# DIRECTIONS FOR THIS TASK:
The required output is a copy of each line in the material below that includes "page".

# SOURCE DATA:
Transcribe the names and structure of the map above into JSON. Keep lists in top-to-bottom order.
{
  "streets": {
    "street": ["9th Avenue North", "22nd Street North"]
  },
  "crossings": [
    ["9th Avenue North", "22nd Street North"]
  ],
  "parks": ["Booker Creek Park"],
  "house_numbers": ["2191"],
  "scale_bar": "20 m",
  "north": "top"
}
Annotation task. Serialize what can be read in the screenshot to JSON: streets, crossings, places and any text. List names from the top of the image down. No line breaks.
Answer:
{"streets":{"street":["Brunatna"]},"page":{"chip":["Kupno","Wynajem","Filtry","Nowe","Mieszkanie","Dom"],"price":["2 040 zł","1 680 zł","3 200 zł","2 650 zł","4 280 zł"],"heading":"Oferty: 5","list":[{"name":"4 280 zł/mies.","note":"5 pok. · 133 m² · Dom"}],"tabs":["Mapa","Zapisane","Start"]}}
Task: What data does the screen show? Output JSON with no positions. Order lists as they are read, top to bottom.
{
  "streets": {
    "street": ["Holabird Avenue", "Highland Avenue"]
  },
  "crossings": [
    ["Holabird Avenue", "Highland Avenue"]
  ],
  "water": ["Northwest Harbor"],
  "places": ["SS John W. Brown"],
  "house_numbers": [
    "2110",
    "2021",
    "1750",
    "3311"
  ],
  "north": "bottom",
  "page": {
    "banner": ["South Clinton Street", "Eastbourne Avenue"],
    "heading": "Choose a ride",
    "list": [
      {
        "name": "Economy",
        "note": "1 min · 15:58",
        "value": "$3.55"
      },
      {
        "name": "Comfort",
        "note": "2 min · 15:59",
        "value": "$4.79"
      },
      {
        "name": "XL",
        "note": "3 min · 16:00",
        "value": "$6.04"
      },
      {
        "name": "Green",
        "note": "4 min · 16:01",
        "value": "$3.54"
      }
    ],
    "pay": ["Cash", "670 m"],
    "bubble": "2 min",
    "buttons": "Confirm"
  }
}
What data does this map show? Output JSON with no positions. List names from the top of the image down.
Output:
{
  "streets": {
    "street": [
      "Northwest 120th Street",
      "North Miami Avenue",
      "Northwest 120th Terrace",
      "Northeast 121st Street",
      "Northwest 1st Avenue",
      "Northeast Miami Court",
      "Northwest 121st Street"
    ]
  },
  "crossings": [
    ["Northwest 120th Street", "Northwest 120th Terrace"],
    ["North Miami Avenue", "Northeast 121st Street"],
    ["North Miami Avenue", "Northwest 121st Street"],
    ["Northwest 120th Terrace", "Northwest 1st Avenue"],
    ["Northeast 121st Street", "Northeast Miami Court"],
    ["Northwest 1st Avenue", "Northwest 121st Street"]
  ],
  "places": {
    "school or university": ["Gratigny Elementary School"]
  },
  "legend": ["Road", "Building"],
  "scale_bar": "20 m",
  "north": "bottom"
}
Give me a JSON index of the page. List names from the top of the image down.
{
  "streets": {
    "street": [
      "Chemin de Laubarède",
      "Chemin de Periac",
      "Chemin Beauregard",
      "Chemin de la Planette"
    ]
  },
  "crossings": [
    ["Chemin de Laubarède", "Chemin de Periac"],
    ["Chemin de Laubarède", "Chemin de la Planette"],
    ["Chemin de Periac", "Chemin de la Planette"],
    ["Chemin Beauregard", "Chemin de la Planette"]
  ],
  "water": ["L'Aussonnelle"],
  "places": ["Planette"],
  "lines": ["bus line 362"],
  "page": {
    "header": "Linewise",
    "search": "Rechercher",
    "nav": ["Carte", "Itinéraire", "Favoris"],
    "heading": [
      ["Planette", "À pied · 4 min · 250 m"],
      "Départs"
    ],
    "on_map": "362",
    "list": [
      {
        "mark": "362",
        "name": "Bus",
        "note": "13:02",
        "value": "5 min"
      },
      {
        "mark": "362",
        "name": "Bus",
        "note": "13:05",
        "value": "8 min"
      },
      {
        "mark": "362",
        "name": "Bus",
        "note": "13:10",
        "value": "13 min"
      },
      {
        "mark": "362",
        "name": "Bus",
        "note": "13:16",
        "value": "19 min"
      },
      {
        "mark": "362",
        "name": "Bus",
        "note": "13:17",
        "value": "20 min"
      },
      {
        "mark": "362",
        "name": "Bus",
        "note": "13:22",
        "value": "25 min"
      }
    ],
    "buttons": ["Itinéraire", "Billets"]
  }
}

# RESULT FOR THIS EXERCISE:
{"streets":{"street":["Brunatna"]},"page":{"chip":["Kupno","Wynajem","Filtry","Nowe","Mieszkanie","Dom"],"price":["2 040 zł","1 680 zł","3 200 zł","2 650 zł","4 280 zł"],"heading":"Oferty: 5","list":[{"name":"4 280 zł/mies.","note":"5 pok. · 133 m² · Dom"}],"tabs":["Mapa","Zapisane","Start"]}}
  "page": {
Give me a JSON index of the page. List names from the top of the image down.
  "page": {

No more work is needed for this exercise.